Review 2220: Our Missing Hearts

After reading two pretty good domestic dramas by Celeste Ng, I wasn’t really prepared for a dystopian novel. Although I occasionally read dystopian fiction, it’s not really my thing. And this one gave me more trouble than most.

Bird is an 11-year-old biracial boy whose Chinese mother, a poet, disappeared from the lives of himself and his father years ago. They are living in difficult times because of PACT, a law that requires everyone to watch others for un-American activities and codifies racism against Asians, particularly those of Chinese ancestry. The historical record for many periods has been blacked out, and lots of books are banned. Bird’s mother Margaret’s poem has become a rallying cry for those against this system, especially against the removal of children from the care of parents deemed unsuitable. Bird doesn’t see that his father—demoted from a linguistic professor to a library book shelver presumably because of his marriage—has been trying to protect him by teaching him not to stand out.

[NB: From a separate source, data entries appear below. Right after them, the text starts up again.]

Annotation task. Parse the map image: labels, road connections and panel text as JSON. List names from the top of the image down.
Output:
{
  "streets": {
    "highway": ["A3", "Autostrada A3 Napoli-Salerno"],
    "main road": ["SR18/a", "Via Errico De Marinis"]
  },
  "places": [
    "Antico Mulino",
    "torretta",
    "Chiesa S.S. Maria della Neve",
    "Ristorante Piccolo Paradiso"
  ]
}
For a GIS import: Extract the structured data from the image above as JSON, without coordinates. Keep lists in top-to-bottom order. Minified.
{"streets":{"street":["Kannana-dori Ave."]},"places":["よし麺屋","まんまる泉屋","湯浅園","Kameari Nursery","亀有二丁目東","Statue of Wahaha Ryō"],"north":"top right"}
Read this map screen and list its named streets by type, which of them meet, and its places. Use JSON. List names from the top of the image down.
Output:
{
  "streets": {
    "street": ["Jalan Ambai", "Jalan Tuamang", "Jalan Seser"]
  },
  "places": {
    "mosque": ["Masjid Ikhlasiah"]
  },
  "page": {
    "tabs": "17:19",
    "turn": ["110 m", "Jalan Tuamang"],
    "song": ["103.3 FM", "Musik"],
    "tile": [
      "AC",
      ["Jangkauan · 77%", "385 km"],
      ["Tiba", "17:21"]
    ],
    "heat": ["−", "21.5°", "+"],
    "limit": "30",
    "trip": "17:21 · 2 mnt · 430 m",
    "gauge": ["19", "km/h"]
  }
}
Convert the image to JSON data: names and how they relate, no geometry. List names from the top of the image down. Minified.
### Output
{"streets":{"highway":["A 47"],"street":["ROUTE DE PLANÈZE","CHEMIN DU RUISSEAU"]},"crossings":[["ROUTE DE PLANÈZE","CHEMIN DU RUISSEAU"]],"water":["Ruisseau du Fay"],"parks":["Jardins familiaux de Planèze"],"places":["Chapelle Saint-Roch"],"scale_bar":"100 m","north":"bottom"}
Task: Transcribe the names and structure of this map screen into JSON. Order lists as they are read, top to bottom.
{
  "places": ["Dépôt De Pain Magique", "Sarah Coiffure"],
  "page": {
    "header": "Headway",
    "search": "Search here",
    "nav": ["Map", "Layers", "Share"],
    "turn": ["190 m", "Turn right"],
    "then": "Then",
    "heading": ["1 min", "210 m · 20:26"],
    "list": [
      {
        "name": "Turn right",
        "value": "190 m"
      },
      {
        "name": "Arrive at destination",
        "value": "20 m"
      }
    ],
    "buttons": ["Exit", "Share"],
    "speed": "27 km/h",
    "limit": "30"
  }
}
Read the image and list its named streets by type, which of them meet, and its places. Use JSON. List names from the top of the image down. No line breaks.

After his best friend’s disappearance, Bird receives a message from his mother. He begins trying to remember her and eventually to find her.

My biggest problem with this book is its dual nature. Young adult novels, except really great ones, tend to have a certain style, and the first part of this novel is so much in that style, written from Bird’s point of view, that I finally googled it to see what genre it fell into. Then Bird finds his mother, and the next section is supposed to be Margaret telling Bird about her life. It is not written as dialogue, and there is a lot of information there that a mother would not tell her 11-year-old son. Okay, I get it—it’s her memories, but the novel keeps repeating that she’s continuing her story. And it’s way too long with too much extraneous information that’s inappropriate for this purpose. About her wild days? Her lovers? The bite marks she made on his father’s neck? Come on.

I was about 2/3 through the novel, but it lost me there. This was a DNF for me.